Conclusions and comments

These charts should provide a useful guideline for real-world staking and backing decisions for large-field tournaments. Some practical notes:
  • This analysis was done for the 2010 WSOP Main Event. Most other tournaments (likely including the 2011 WSOP Main Event) have much smaller fields, and, accordingly, have less skewed payoffs and have less extreme utility annihilation effects. So, for a $10k tournament with a smaller field, the optimal percentage of one's own action to keep will increase, and the guidelines in this post can be used as a lower bound to this.
  • Similarly, for tournaments with buyins less than $10k, the optimal percentage of one's own action to keep will increase, and for tournaments with buyins greater than $10k, the optimal percentage of one's own action to keep will decrease. In these cases, the guidelines in this post can be used as an upper/lower bound.

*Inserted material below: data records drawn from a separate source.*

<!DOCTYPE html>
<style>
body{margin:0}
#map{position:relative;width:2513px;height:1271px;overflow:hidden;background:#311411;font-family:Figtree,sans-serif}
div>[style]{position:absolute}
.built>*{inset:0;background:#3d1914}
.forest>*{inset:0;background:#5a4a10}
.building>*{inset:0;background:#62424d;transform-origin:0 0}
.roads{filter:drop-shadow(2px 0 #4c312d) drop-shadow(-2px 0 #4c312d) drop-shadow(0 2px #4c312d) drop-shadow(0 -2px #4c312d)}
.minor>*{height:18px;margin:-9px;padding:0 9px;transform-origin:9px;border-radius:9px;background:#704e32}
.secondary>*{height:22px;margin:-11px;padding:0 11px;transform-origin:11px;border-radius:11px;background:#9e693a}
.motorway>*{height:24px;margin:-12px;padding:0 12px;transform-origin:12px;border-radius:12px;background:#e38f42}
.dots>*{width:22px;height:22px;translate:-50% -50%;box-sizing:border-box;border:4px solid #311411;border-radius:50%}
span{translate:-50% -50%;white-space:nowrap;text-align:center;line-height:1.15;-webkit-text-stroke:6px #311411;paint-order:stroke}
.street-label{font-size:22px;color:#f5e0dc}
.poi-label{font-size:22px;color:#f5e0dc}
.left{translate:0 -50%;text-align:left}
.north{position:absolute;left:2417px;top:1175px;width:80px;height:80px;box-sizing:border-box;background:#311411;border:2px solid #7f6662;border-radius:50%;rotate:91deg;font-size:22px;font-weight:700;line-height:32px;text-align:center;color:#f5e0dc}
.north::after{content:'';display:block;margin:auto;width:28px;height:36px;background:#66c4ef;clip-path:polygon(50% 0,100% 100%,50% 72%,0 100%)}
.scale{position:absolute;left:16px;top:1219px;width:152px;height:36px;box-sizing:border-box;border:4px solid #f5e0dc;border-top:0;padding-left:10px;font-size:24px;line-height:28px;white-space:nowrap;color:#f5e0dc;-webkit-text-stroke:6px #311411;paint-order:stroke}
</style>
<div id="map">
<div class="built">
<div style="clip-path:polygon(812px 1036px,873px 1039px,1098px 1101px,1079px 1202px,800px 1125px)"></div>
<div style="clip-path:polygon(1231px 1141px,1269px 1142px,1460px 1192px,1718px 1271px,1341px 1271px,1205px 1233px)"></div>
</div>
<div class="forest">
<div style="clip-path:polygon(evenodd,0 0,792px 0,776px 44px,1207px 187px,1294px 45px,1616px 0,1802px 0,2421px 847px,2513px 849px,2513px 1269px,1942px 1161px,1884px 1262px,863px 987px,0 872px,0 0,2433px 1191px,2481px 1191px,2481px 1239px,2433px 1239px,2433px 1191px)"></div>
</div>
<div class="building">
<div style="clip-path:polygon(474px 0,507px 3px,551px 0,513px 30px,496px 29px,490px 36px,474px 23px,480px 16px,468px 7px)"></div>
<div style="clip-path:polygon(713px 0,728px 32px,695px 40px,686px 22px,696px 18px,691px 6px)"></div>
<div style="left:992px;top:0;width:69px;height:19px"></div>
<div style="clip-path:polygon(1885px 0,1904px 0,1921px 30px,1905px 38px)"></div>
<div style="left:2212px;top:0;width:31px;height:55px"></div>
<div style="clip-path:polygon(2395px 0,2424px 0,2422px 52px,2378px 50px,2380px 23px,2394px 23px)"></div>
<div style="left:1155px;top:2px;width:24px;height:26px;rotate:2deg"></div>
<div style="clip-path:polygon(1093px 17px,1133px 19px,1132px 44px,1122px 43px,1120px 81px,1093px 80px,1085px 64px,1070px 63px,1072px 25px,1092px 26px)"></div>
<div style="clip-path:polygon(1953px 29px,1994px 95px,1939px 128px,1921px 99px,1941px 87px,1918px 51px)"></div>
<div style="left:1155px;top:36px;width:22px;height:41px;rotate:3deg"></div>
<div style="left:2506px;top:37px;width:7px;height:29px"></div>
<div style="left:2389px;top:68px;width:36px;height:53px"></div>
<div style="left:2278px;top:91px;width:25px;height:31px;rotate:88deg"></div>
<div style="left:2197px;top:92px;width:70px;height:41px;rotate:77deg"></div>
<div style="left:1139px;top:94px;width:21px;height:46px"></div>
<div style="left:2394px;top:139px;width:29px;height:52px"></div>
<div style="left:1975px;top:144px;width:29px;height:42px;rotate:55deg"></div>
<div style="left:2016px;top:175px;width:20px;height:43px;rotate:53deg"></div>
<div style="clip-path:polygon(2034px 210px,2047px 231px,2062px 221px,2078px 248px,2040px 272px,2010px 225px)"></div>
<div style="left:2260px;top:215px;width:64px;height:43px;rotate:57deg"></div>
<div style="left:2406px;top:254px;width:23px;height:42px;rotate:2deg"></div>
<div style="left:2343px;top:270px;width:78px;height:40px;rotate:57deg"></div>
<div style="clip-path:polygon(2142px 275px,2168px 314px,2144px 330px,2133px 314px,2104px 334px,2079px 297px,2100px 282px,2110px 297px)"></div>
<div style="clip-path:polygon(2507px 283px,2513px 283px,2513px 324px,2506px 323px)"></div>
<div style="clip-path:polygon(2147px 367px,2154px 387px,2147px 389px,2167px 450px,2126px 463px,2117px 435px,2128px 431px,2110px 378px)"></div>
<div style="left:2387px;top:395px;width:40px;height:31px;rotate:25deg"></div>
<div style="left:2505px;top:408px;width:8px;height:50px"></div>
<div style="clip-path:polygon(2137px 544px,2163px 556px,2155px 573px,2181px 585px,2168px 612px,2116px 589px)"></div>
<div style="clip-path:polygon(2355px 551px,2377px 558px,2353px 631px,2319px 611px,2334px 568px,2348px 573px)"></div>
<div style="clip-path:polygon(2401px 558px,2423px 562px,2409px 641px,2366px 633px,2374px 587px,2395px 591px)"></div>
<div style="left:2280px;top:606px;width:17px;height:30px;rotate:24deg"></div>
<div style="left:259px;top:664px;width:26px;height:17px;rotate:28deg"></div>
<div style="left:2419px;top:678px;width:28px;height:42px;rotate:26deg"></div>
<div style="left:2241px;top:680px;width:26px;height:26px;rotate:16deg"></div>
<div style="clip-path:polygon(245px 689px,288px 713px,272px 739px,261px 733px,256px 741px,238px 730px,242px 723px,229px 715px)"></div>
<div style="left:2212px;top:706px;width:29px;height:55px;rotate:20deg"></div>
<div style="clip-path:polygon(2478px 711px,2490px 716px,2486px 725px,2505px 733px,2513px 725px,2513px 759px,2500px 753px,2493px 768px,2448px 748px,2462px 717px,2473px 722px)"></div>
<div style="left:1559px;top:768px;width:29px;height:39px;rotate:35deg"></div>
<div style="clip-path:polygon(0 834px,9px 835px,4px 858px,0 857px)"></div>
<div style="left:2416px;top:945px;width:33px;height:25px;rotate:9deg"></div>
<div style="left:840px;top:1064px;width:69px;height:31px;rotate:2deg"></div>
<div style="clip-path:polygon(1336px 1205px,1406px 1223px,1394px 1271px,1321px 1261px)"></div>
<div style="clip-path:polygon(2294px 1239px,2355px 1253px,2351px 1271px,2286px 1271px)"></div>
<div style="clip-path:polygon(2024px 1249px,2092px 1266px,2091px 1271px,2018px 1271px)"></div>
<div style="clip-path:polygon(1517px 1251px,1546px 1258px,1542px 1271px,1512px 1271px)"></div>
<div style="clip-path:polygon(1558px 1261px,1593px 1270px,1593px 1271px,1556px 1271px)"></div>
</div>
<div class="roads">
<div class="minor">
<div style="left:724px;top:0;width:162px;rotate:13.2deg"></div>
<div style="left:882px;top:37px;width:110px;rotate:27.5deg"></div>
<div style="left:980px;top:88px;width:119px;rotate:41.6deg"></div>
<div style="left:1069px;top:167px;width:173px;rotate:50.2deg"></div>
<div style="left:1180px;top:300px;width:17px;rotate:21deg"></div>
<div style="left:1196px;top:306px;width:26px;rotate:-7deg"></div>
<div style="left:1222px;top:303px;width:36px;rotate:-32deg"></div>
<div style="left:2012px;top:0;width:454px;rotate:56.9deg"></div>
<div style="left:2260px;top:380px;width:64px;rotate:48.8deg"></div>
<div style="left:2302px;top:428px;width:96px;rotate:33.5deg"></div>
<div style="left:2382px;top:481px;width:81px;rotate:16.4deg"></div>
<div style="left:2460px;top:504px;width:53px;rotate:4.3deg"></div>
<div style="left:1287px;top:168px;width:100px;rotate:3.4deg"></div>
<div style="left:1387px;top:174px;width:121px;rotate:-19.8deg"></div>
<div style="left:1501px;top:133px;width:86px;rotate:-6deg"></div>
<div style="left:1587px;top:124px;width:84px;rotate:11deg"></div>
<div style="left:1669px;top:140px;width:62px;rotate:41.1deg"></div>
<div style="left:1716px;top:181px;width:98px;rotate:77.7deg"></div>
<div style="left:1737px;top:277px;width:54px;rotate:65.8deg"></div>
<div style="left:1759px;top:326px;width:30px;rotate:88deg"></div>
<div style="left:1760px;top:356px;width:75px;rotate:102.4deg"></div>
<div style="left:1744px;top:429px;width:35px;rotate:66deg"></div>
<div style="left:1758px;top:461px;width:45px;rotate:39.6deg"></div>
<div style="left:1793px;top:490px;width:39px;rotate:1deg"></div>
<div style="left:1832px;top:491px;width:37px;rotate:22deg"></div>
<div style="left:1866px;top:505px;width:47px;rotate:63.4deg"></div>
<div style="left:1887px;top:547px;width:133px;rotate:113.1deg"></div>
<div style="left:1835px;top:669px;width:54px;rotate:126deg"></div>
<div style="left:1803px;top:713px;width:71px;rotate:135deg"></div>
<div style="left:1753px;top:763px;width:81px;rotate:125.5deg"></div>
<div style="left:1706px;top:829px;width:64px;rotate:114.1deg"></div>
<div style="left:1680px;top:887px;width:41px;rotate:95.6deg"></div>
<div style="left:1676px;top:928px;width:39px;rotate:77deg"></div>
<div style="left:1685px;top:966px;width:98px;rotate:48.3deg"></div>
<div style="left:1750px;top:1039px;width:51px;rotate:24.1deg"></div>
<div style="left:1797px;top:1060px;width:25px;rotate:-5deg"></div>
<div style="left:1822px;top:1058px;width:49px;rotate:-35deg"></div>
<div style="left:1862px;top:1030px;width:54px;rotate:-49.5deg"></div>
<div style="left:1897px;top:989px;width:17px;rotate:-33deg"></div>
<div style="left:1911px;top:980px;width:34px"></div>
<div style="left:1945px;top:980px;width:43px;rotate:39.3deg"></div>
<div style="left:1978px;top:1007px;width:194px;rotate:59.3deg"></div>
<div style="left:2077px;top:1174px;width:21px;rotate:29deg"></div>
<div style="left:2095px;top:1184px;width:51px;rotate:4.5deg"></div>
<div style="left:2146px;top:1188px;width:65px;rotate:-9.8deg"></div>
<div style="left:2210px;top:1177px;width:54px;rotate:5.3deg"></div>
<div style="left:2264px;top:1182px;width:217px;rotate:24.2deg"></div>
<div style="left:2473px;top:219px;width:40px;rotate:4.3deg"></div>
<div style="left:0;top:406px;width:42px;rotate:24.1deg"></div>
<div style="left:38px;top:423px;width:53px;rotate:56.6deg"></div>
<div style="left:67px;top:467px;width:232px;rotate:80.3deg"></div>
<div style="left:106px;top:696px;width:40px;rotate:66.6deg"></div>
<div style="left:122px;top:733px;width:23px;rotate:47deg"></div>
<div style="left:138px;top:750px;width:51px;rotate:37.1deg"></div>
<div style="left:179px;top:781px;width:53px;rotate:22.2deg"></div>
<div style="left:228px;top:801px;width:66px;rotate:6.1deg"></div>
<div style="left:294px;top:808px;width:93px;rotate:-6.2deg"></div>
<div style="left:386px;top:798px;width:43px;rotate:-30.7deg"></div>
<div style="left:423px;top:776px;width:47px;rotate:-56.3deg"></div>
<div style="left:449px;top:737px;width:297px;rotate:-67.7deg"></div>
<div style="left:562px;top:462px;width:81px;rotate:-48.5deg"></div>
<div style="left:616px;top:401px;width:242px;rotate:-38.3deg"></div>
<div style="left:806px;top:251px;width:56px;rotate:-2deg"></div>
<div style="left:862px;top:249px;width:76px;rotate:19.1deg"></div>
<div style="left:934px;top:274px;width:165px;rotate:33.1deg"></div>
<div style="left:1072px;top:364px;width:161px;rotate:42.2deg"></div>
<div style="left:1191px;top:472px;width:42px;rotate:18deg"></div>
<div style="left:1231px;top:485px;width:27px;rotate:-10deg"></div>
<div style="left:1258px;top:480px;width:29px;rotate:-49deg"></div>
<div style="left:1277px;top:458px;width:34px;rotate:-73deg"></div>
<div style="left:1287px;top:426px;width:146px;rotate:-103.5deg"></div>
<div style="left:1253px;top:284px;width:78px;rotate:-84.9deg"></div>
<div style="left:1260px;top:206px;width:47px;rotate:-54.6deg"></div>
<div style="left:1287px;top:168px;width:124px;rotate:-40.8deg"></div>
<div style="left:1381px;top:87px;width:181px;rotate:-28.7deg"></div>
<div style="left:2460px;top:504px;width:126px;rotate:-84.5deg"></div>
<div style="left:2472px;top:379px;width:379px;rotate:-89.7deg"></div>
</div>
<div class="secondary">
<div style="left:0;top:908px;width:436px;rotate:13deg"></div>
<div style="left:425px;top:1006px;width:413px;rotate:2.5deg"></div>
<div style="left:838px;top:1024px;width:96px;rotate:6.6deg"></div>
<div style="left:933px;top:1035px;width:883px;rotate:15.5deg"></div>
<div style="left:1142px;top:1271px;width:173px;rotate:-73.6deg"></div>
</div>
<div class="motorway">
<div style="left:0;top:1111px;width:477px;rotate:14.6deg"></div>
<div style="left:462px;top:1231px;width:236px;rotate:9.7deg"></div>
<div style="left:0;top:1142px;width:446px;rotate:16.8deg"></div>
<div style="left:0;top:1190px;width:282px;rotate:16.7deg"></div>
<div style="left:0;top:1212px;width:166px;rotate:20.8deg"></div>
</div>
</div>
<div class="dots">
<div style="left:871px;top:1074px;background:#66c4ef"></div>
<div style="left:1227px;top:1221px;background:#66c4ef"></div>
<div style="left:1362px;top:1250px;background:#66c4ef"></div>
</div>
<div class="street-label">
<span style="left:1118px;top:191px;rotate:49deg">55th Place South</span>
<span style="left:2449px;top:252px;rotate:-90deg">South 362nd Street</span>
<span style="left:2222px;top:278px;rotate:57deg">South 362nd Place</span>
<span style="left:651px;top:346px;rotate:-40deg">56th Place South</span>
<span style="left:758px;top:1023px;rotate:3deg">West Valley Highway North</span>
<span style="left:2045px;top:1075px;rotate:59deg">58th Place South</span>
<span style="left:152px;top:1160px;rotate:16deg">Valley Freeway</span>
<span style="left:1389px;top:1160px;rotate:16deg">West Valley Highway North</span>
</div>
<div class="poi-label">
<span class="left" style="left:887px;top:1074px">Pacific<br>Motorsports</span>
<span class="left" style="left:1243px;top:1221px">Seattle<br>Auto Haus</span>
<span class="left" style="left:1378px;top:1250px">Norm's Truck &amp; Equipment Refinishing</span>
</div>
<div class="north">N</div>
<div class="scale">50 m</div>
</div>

  • Note that every aspect of this analysis holds just as true for the person making the investment as it does for the person doing the playing. If a player and his investor(s) all have roughly the same wealth and utility, then each of them will be doing best by taking on the recommended optimal percentage of the player's action as recommended by this model. For example, when the player has a 100% ROI and wants to maximize the total utility among himself and his investor, the parties will both roughly optimize their expected utility by the player keeping 50% of his action while one investor takes the other 50%. In the case of the 50% ROI player, he would take about 12% of his own action while selling off equal pieces of about 12% each to 7 different outside investors.
  • In reality, players can't know their exact ROI in any given tournament. The best that players can do is form something resembling a maximum likelihood estimate based on their assessment of their own ability, the expected field strength of the tournament, and the tournament struture. This could be modeled as a random variable with some uncertainty (likely Gaussian) about the point estimate. That is, if your best guess of your ROI is 50%, a more accurate implementation would involve your ROI being an unknown random variable with mean 50% and some nonzero standard deviation. Close inspection of the first chart shows that the distance between the ROI curves seems to get smaller as ROI gets higher, which means that, in the face of an uncertain ROI, it's best to "round down" a little for the purposes of plugging a fixed ROI into this model. For example, if you estimate your ROI is about 50% but have a lot of uncertainty about this estimate, you will probably get a slightly more accurate result by using something like 45% in these guidelines.
Let me know if you'd like to see me add the considerations of other types of staking and backing contracts to this model. And, as was the case with my risky site bankroll management model, this is a model with many specific variables (wealth, income, risk preferences, ROI, tournament field size, tournament payout distribution) that would ideally all be tailored to each specific player and each specific tournament on a case-by-case basis.

This is a model that should be of tremendous practical value to all tournament players, so if there is enough interest, I might clean up my spreadsheet and make it publicly available in the future.